Their stated goal is to develop types of communication with truly diverse intelligences, including cells, tissues, organs, synthetic living constructs, robots and software-based AI.
Such an approach steers a course between the stochastic parrot view and biology Rupert SheldrakeThe theory of “morphic resonance” posits that organic form is a manifestation of memory and resonates across generations as a genetic inheritance. Agüera y Arcas avoids each Sheldrake's intuitive and telepathic orientations and the sober constraints of mechanistic determinism.

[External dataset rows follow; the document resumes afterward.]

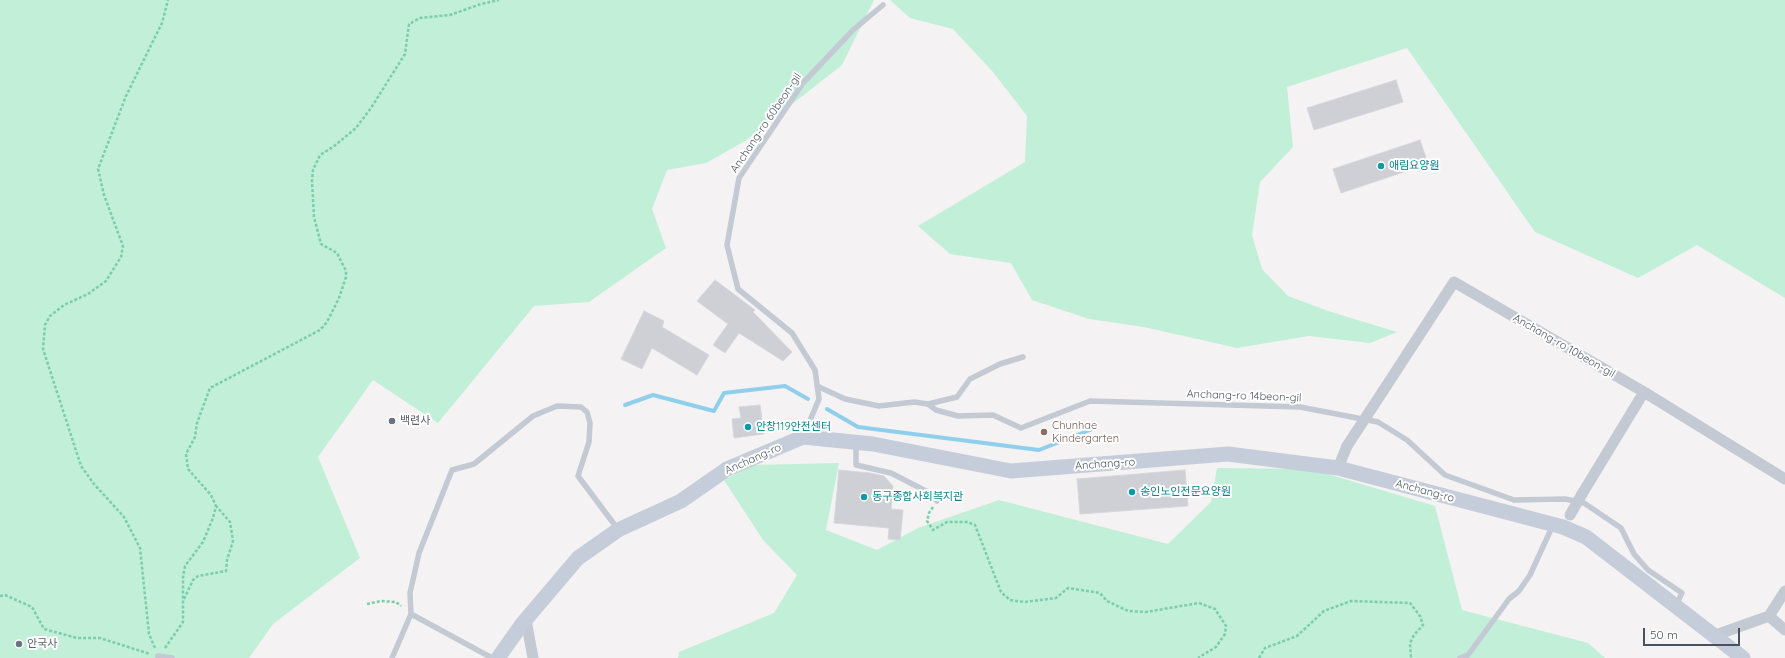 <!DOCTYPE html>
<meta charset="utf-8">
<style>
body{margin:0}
#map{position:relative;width:1785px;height:658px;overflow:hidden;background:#f4f2f2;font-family:Quicksand,sans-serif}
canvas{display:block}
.scale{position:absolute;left:1643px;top:628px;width:97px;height:18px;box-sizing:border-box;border:2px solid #49535f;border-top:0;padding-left:5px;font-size:12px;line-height:14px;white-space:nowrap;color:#49535f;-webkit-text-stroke:3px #fff;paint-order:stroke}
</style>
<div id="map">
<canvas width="1785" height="658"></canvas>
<div class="scale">50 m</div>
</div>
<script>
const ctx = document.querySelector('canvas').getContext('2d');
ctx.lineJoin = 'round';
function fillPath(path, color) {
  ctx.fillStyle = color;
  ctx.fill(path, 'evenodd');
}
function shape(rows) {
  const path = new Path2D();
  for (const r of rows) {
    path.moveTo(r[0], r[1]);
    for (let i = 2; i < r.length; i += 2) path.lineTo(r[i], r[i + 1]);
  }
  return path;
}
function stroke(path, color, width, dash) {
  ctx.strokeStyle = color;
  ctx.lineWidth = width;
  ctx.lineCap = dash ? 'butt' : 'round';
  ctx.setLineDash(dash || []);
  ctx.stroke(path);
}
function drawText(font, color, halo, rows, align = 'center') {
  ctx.font = font + ' Quicksand,"Noto Sans KR",sans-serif';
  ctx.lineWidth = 4;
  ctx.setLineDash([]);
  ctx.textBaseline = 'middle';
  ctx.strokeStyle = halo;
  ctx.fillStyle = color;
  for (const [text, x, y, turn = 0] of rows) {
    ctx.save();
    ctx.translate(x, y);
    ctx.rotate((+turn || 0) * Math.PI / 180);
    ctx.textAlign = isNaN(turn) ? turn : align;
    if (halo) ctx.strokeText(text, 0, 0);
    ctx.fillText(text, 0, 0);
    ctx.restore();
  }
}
const green = shape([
 [0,0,874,0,842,65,745,141,706,163,667,170,652,209,666,248,589,302,534,306,438,423,373,380,318,457,360,558,273,624,249,658,0,658],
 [890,0,1785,0,1785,298,1697,245,1638,278,1535,232,1407,48,1287,87,1293,147,1260,182,1252,235,1262,269,1288,296,1331,312,1397,332,1370,343,1309,336,1237,348,1144,327,1089,319,1032,300,1011,263,950,254,918,226,1025,162,1027,116,993,72,953,29,910,18],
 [839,463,826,530,877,550,918,528,999,500,1168,544,1211,502,1217,468,1311,469,1435,506,1462,610,1588,643,1605,658,678,658,679,652,774,613,797,575,763,540,724,480,753,465]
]);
const stream = shape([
 [625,405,653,395,714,411,724,393,785,386,808,399],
 [827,409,858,427,1039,450,1095,428]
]);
const building = shape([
 [1396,80,1403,102,1314,130,1307,108,1396,80],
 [1420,140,1428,164,1341,193,1333,169,1420,140],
 [715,280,755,310,753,312,792,352,783,361,739,333,725,353,713,345,728,324,697,301,715,280],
 [644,311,664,321,662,327,709,355,697,375,652,348,642,369,621,359,644,311],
 [760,405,764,434,734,438,732,419,741,418,739,407,760,405],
 [839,470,870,473,884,476,893,486,891,509,903,510,900,540,888,539,889,528,834,523,839,470],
 [1185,470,1188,506,1080,514,1077,479,1185,470]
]);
const path = shape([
 [933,507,929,513,927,521,933,530,947,522,967,522,975,525,1001,592,1010,600,1024,602,1056,598,1068,588,1100,593,1107,601,1128,611,1146,612,1199,603,1215,609,1226,626,1225,634,1216,647,1198,658],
 [0,596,5,595,32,607,44,629,77,638,100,638,150,654],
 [184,599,193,580,198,576,226,571,227,560,233,541,230,522,216,506],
 [367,604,381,601,396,602,401,606],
 [155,648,149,634,140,548,124,517,94,484,81,466,43,349,45,325,50,316,64,305,88,294,106,281,121,257,123,246,104,195,98,169,126,96,162,23,168,0],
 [165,648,183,622,183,577,185,566,203,542,213,518,216,506,211,495,188,469,186,454,195,437,197,423,210,388,320,330,327,322,339,298,346,277,346,271,337,253,321,244,314,217,312,181,313,170,320,155,333,147,356,128,371,108,405,54,409,24,420,18,450,15,481,4,499,0],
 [1259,658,1265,648,1297,636,1324,611,1351,601,1410,603,1420,616,1423,625,1414,635,1410,643,1411,658]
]);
const lane = shape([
 [817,386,845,399,879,406,914,402,928,404,957,397,970,379,1000,364,1023,357],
 [928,404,936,410,958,416,993,415,1021,428,1090,401,1300,407,1378,422,1407,440,1445,475,1514,500,1565,499,1584,503,1621,528,1634,554,1648,570,1682,593,1676,605],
 [803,437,819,399,815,370,792,333,738,289,727,245,739,178,803,83,853,30,883,5],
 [856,443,856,465,891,473,926,491,937,501],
 [411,614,410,593,419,553,452,470,474,464,533,416,557,406,581,407,587,412,590,423,589,442,578,476,617,528],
 [158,658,158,656,172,658],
 [392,658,411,614,492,658],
 [1460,658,1468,655,1509,599,1519,591,1530,575,1553,525]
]);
const street = shape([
 [1383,391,1454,282,1644,392,1785,479],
 [1338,468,1347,446],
 [1582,494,1644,392],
 [1769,616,1785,630],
 [526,620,533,658],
 [1716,635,1769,616,1785,591]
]);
const secondary = shape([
 [498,658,522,624,578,558,618,530,681,501,727,469,803,437,873,444,1011,471,1228,454,1338,468,1563,527,1586,537,1743,658]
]);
const streetBridge = shape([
 [1347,446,1383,391],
 [1570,515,1582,494]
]);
const markers = [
 [1381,166,4,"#0f9aa8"],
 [392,421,4,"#6b7280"],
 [748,427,4,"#0f9aa8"],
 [1044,432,4,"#8d6e63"],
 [1132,492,4,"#0f9aa8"],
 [864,497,4,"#0f9aa8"],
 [19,644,4,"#6b7280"]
];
const streetNames = [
 ["Anchang-ro 60beon-gil",766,123,-56],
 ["Anchang-ro 10beon-gil",1564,346,30],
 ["Anchang-ro 14beon-gil",1244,396,2],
 ["Anchang-ro",753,459,-24],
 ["Anchang-ro",1105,464,-4],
 ["Anchang-ro",1425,491,15]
];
const cultureNames = [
 ["애림요양원",1389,166],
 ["안창119안전센터",756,427],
 ["송인노인전문요양원",1140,492],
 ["동구종합사회복지관",872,497]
];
const worshipNames = [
 ["백련사",400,421],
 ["안국사",27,644]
];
const educationNames = [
 ["Chunhae",1052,426],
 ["Kindergarten",1052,439]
];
fillPath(green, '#c2efd8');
stroke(stream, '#90cfeb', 4);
fillPath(building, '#ced0d6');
stroke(building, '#d6d7dd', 1);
stroke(path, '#7acdad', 2.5, [3, 2]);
stroke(lane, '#c3cad3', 5.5);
stroke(street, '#c3cad3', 11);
stroke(secondary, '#c5cdda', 15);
stroke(streetBridge, '#c3cad3', 11);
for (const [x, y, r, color] of markers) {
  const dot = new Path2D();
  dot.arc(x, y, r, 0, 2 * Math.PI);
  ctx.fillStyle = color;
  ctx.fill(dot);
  stroke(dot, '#fff', 1.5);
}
drawText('11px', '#49535f', '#fff', streetNames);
drawText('11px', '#0d838f', '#fff', cultureNames, 'left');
drawText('11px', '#5b616d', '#fff', worshipNames, 'left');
drawText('11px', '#785e54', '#fff', educationNames, 'left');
</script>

The ones in What is Intelligence? is more odd than difficult in itself. Many of the reasons are easy to grasp for the overall reader, although Agüera y Arcas tends to delve more into the technical and abstract terrain of programming, as if it were geared toward an insider audience. The extensive glossary doesn’t contain standard programming terms corresponding to: Logic gates, Gradients, Weights And Backpropagation.
On over 600 pages: What is intelligence? is a marathon read and is burdened by tangential excursions. I'm undecided why Agüera y Arcas needs to enter the history of industrialization or anthropological studies of the Pirahā people of the Amazon. This is a book you may immerse yourself in reasonably than devour whole.
But his ideas are necessary. They could well be a part of a serious shift in our fascinated by where human intelligence stands within the rapidly evolving AI environment.